TALKEETNA, Alaska — The presence of a marijuana retail store has caused a deep divide in this quirky tourist town, where hundreds of visitors roam the streets daily browsing in art galleries and souvenir shops housed in historic cabins.
Most of Talkeetna’s stores line the two long blocks that make up its Main Street, where tourists — many who arrive in Alaska on cruise ships and are bused about two hours north from Anchorage — wander into storefronts like Nagley’s General Store for ice cream or slip through its back door for a cold one at the West Rib Bar and Grill.
At Main Street’s opposite end, near a river park where visitors snap photos of the continent’s tallest mountain, is Talkeetna’s newest venture into the tourism trade. The High Expedition Co. is a nod to the rich mountain climbing history of the eclectic community purported to be the inspiration for the 1990s television series “Northern Exposure.”

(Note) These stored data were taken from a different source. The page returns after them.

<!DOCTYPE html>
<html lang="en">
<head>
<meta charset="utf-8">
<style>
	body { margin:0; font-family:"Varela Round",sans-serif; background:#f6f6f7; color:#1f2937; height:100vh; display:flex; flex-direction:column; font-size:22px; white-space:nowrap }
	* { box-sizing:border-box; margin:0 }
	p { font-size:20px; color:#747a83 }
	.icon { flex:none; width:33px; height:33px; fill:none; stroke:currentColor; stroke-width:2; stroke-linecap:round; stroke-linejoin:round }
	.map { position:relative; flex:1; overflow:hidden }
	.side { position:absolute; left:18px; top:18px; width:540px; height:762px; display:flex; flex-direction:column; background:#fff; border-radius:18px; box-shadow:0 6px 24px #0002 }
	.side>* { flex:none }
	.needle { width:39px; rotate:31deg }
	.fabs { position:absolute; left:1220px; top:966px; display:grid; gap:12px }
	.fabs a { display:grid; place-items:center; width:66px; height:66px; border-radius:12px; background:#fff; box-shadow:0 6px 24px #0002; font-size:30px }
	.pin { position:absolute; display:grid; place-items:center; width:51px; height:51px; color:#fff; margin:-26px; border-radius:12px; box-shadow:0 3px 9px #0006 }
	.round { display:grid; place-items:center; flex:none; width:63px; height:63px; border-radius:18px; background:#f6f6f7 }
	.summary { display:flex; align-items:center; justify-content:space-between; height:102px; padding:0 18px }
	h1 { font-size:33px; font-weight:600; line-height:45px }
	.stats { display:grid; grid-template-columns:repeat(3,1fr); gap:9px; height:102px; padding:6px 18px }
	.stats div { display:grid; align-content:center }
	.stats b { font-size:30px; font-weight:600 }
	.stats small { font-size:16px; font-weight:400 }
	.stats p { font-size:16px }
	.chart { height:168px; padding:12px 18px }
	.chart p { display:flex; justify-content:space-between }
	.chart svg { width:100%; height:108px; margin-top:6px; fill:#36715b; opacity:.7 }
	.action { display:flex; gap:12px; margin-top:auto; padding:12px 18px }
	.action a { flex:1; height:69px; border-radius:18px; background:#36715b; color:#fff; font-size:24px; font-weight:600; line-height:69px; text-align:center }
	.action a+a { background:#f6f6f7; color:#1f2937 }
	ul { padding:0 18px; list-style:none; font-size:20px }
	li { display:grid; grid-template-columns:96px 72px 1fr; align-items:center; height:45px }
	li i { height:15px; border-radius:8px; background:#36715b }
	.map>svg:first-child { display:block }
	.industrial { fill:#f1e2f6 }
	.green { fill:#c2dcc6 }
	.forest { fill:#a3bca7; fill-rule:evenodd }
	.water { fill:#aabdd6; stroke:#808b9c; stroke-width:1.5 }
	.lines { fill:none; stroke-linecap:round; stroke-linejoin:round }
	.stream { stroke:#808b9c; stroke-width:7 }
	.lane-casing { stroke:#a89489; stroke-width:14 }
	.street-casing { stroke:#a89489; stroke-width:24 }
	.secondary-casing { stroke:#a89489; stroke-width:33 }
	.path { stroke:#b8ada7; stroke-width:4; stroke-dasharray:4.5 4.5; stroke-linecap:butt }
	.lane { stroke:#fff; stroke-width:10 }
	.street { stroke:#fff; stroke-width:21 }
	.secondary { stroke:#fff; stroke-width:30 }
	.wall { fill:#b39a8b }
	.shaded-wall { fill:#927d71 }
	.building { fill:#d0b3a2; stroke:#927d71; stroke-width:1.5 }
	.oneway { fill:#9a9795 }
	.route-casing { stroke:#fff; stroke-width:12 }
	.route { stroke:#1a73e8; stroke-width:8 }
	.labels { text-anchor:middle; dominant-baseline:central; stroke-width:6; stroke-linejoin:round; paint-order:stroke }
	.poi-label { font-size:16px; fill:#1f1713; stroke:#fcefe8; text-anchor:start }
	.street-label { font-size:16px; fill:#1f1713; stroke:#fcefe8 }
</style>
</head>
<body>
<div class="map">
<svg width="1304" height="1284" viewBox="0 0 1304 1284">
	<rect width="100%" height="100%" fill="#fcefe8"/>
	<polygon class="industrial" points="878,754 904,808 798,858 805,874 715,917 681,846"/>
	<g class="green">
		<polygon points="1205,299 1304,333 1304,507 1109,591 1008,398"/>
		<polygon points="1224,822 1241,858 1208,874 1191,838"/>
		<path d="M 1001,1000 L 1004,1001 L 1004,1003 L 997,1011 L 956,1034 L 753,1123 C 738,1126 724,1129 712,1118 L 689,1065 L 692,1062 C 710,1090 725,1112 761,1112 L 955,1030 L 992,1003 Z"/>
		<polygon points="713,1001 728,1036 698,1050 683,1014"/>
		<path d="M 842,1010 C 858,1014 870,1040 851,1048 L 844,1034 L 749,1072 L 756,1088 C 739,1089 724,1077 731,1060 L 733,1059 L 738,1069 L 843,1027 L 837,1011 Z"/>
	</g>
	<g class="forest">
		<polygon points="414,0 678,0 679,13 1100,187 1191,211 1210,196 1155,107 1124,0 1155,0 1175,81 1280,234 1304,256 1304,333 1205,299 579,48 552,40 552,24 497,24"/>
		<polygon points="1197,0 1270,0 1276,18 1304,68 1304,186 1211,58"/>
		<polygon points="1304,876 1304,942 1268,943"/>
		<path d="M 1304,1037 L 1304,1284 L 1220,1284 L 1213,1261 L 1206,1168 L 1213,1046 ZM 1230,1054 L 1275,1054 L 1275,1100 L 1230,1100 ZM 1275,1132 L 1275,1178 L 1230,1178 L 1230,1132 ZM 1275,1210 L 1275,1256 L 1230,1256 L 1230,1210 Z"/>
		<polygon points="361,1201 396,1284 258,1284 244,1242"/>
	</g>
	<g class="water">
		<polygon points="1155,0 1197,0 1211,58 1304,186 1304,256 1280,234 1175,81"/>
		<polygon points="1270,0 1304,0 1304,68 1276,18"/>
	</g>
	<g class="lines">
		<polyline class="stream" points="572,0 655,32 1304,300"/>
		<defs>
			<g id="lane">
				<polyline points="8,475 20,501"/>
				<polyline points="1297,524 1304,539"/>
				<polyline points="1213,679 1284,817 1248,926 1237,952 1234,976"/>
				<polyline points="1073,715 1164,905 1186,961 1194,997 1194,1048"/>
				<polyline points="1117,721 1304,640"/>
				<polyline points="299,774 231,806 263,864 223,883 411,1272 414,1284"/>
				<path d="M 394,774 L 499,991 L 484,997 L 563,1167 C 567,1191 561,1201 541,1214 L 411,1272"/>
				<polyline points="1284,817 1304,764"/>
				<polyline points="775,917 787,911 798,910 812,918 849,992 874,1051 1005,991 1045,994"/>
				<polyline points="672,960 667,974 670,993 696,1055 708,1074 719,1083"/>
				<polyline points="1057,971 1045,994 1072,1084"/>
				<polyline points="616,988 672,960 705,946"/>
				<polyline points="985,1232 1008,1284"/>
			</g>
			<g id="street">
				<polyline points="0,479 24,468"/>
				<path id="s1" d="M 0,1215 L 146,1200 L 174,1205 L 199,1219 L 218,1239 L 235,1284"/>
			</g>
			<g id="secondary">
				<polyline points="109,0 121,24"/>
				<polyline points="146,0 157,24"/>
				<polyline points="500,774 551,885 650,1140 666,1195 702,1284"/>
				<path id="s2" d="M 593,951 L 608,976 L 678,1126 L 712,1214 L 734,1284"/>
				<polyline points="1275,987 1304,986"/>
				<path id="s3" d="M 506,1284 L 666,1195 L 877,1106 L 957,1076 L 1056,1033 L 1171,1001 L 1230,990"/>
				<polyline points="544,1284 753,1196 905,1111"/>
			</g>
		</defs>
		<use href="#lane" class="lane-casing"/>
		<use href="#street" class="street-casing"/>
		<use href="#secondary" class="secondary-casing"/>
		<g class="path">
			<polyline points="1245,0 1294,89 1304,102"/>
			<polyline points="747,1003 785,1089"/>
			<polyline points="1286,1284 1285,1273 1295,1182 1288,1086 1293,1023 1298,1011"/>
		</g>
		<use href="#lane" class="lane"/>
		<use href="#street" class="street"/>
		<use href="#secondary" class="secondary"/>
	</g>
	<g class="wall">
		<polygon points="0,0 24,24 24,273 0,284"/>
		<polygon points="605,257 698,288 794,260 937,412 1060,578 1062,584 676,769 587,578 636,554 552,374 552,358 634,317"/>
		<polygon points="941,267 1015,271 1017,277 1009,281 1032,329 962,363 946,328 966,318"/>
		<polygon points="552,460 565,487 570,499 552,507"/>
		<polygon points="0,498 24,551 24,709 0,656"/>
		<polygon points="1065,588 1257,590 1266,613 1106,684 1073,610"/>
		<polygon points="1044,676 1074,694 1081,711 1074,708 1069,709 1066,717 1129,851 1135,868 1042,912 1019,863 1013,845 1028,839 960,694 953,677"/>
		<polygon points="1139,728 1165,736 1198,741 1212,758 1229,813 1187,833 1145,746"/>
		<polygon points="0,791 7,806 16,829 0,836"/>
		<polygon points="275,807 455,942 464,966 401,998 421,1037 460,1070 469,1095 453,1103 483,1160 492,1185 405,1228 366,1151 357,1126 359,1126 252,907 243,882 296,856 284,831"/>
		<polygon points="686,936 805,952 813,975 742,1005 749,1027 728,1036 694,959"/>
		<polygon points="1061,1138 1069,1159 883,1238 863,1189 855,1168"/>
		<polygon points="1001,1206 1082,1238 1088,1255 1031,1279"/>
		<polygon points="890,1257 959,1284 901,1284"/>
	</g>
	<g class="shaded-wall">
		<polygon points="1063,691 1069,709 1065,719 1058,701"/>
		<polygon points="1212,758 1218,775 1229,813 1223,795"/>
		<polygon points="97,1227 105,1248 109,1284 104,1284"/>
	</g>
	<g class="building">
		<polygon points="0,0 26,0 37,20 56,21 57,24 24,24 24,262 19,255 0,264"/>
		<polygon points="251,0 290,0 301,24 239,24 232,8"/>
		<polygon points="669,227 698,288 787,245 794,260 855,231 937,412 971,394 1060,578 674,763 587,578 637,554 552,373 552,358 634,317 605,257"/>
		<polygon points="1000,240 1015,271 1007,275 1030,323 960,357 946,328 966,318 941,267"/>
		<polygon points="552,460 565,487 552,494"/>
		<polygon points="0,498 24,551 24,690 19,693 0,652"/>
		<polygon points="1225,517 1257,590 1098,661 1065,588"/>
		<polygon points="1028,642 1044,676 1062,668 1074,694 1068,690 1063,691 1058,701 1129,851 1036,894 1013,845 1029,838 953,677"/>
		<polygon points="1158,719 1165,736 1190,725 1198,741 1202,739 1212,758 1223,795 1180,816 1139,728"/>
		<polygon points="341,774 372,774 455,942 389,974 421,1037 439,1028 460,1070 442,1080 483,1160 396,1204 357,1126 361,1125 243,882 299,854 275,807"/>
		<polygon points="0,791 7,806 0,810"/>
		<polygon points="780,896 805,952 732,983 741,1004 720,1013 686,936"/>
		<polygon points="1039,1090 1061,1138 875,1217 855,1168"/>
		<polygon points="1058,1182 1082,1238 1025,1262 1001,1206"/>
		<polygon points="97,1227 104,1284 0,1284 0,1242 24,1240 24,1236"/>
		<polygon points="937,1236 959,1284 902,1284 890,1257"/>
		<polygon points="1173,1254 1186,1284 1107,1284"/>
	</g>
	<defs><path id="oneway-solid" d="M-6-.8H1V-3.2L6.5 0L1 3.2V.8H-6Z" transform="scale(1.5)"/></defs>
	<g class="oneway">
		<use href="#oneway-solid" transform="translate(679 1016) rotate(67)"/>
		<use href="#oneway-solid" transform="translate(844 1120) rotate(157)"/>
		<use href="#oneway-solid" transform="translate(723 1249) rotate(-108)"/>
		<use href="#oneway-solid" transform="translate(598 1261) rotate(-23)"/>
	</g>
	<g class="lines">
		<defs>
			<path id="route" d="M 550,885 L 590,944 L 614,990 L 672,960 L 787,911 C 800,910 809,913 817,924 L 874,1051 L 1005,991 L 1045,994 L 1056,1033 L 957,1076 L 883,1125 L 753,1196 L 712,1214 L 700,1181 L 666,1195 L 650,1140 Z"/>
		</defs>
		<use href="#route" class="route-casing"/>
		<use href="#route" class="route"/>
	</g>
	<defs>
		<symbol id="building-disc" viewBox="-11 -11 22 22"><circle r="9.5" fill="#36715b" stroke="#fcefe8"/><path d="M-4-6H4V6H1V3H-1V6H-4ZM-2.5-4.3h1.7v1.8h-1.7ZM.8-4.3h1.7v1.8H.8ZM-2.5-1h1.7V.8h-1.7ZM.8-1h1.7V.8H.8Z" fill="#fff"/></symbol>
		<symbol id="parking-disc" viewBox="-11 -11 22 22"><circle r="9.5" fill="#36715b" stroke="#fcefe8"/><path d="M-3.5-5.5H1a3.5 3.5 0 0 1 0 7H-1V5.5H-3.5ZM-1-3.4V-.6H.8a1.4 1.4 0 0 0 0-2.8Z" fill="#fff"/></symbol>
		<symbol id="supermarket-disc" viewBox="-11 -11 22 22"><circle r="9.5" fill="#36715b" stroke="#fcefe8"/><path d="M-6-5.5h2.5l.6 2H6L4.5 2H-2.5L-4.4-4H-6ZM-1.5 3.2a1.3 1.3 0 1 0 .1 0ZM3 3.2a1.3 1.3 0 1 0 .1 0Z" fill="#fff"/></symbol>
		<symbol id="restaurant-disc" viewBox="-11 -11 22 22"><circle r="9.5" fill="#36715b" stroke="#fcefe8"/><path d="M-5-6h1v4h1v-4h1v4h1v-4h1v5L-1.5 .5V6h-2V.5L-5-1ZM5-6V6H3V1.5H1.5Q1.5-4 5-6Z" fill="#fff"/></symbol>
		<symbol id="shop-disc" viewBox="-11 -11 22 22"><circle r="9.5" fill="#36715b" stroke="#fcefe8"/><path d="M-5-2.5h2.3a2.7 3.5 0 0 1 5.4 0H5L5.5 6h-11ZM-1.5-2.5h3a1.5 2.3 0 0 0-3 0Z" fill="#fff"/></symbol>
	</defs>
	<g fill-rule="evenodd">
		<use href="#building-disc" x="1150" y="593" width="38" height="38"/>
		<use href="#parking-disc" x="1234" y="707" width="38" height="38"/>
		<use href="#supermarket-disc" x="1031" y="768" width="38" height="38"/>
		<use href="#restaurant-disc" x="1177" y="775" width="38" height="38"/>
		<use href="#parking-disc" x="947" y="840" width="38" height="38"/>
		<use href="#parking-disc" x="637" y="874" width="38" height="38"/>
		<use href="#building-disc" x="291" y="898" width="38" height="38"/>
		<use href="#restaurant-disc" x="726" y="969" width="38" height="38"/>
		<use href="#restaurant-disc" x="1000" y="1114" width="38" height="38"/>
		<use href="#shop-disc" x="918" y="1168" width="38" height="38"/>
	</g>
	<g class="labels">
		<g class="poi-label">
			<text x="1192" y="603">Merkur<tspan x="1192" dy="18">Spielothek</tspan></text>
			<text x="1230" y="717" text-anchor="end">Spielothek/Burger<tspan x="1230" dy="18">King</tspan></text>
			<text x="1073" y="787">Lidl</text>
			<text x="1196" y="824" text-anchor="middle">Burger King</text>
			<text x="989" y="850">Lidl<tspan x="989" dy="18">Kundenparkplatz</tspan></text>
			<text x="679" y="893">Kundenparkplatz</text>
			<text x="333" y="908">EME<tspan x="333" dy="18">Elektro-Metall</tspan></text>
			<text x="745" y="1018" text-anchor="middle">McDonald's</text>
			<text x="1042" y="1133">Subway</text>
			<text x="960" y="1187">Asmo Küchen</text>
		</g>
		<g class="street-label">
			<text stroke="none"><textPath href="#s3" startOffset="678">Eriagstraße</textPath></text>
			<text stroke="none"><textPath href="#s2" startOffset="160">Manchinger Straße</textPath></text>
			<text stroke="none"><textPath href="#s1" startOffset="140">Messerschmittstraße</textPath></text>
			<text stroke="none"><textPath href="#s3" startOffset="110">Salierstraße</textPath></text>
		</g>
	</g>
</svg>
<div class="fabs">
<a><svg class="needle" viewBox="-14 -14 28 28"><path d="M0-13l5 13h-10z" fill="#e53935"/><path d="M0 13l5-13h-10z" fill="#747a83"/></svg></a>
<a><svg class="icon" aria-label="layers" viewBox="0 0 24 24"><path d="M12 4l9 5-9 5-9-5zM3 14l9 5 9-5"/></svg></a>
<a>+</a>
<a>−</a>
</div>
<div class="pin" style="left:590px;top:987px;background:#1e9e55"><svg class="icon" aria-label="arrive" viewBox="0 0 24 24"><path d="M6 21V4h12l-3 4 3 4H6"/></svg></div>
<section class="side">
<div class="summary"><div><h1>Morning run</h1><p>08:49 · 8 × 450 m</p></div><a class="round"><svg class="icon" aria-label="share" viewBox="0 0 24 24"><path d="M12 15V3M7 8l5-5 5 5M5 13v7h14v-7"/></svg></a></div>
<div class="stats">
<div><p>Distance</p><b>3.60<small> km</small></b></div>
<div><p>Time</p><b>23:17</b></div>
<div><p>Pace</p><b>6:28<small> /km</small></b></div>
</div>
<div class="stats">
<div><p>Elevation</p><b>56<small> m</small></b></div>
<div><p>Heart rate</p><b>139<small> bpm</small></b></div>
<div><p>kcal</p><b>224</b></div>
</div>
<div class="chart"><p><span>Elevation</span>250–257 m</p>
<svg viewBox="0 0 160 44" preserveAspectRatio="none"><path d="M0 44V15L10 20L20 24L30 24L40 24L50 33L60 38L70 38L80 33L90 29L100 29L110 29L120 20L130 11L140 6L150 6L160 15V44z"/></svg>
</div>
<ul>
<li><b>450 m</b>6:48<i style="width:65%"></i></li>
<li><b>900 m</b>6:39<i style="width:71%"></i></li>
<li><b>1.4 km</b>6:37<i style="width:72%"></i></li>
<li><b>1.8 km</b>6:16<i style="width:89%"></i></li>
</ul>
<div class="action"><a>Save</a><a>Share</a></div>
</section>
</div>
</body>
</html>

Talkeetna’s first marijuana retail store is causing a rift not seen in other tourist-dependent towns in this Libertarian-leaning state, where marijuana had a casual acceptance long before it became legal. But even here, like in many pot-legal states, some towns have opted out of sales, fearful it might invite crime and other evils.
In Talkeetna, some shop owners — the ones who built a multimillion-dollar business from the steady stream of mountain climbers who use Talkeetna as a staging point for treks up Denali — say this one shop could ruin the tiny town’s historic atmosphere and harm business like the eight or so stores that serve alcohol along Main Street could never do.
“I don’t think he belongs in downtown Talkeetna,” Meandering Moose B&B owner Mike Stoltz said.
Joe McAneney co-owns the High Expedition Co., which opened in mid-May. “The sky hasn’t fallen on Talkeetna, the sun is shining, and this is now the most photographed shop in town,” he said.
Grabbing the attention of amateur shutterbugs is a small “Cannabis Purveyors” wooden sign on the store’s deck.
McAneney has been working to open the shop nearly since the day in 2014 that Alaska residents voted to legalize recreational marijuana. He and a partner bought the cabin that was originally built for Ray Genet, an early Talkeetna climber and guide who died in 1979 on Mount Everest. McAneney worked with Genet’s family and has incorporated a small museum dedicated to Genet and Talkeetna’s climbing history. But even that association led to some disdain.
“Small towns in Alaska are harder than anywhere to break into and sort of become accepted,” McAneney said.
His store got its approval from the borough on a technicality when the assembly was writing regulations for marijuana businesses in unincorporated areas, like Talkeetna, and inadvertently omitted special land use districts — like the town’s Main Street. Talkeetna has no local governing body, only a nonvoting community council whose sole power is sending recommendations to borough officials roughly 75 miles away.
State regulators approved the store’s permit on a 3-2 vote in the spring.
“There’s people that are upset about it, but it’s legal,” said Sue Deyoe, the Talkeetna Historical Society and Museum’s executive director.
Opposition mounted as the issue went before state regulators, where a stream of residents unsuccessfully called in to the Anchorage meeting to oppose the store’s license.
Among the biggest issue for critics is the lack of places for tourists to puff the marijuana they buy — smoking pot in public is illegal, and that led to fears the nearby river park would become the place to partake.
Alaska State Troopers say there were no citations issued for anyone consuming marijuana in public in Talkeetna from April 1 to July 1, the same as last year.
But opponents argue Talkeetna is lawless, with the closest trooper an hour away.
“What are we supposed to do?” asked Stoltz, the bed and breakfast owner. “Are we going to take the law into our own hands? Duct-tape him?”
Stoltz said the very presence of a pot store will harm business in the historic town, where residents make a year’s living between Memorial Day and Labor Day.
“If we lose our tourism, we lose what Talkeetna is,” he said. “We’re not catering to stoner tourists. To me, that’s the conflict with Joe.”
Seeing a pot shop on Talkeetna’s main drag didn’t bother 65-year-old Jeff White, visiting from the Louisville, Ky., area.
Talkeetna has the artsy feel of a tourist town in Colorado, which also has legal marijuana, he said.
“This goes with that vibe, and I think that’s fine.”
One resident dismisses the idea that the pot store is giving Talkeetna a black eye. But it is dividing the town, Christie Stoltz said, noting the chasm has reached her home. She’s the daughter of Mike Stoltz, the B&B owner.
“I feel like it’s generations — the older generation versus the younger generation,” she said.
For some, marijuana was never an issue, Deyoe said, and it pales in comparison to a controversy last spring when the borough proposed leveling trees over an area about the size of eight football fields for an expanded parking lot for summer use.
“I think the community council got way more letters on that than they did in reaction to the marijuana shop,” she said.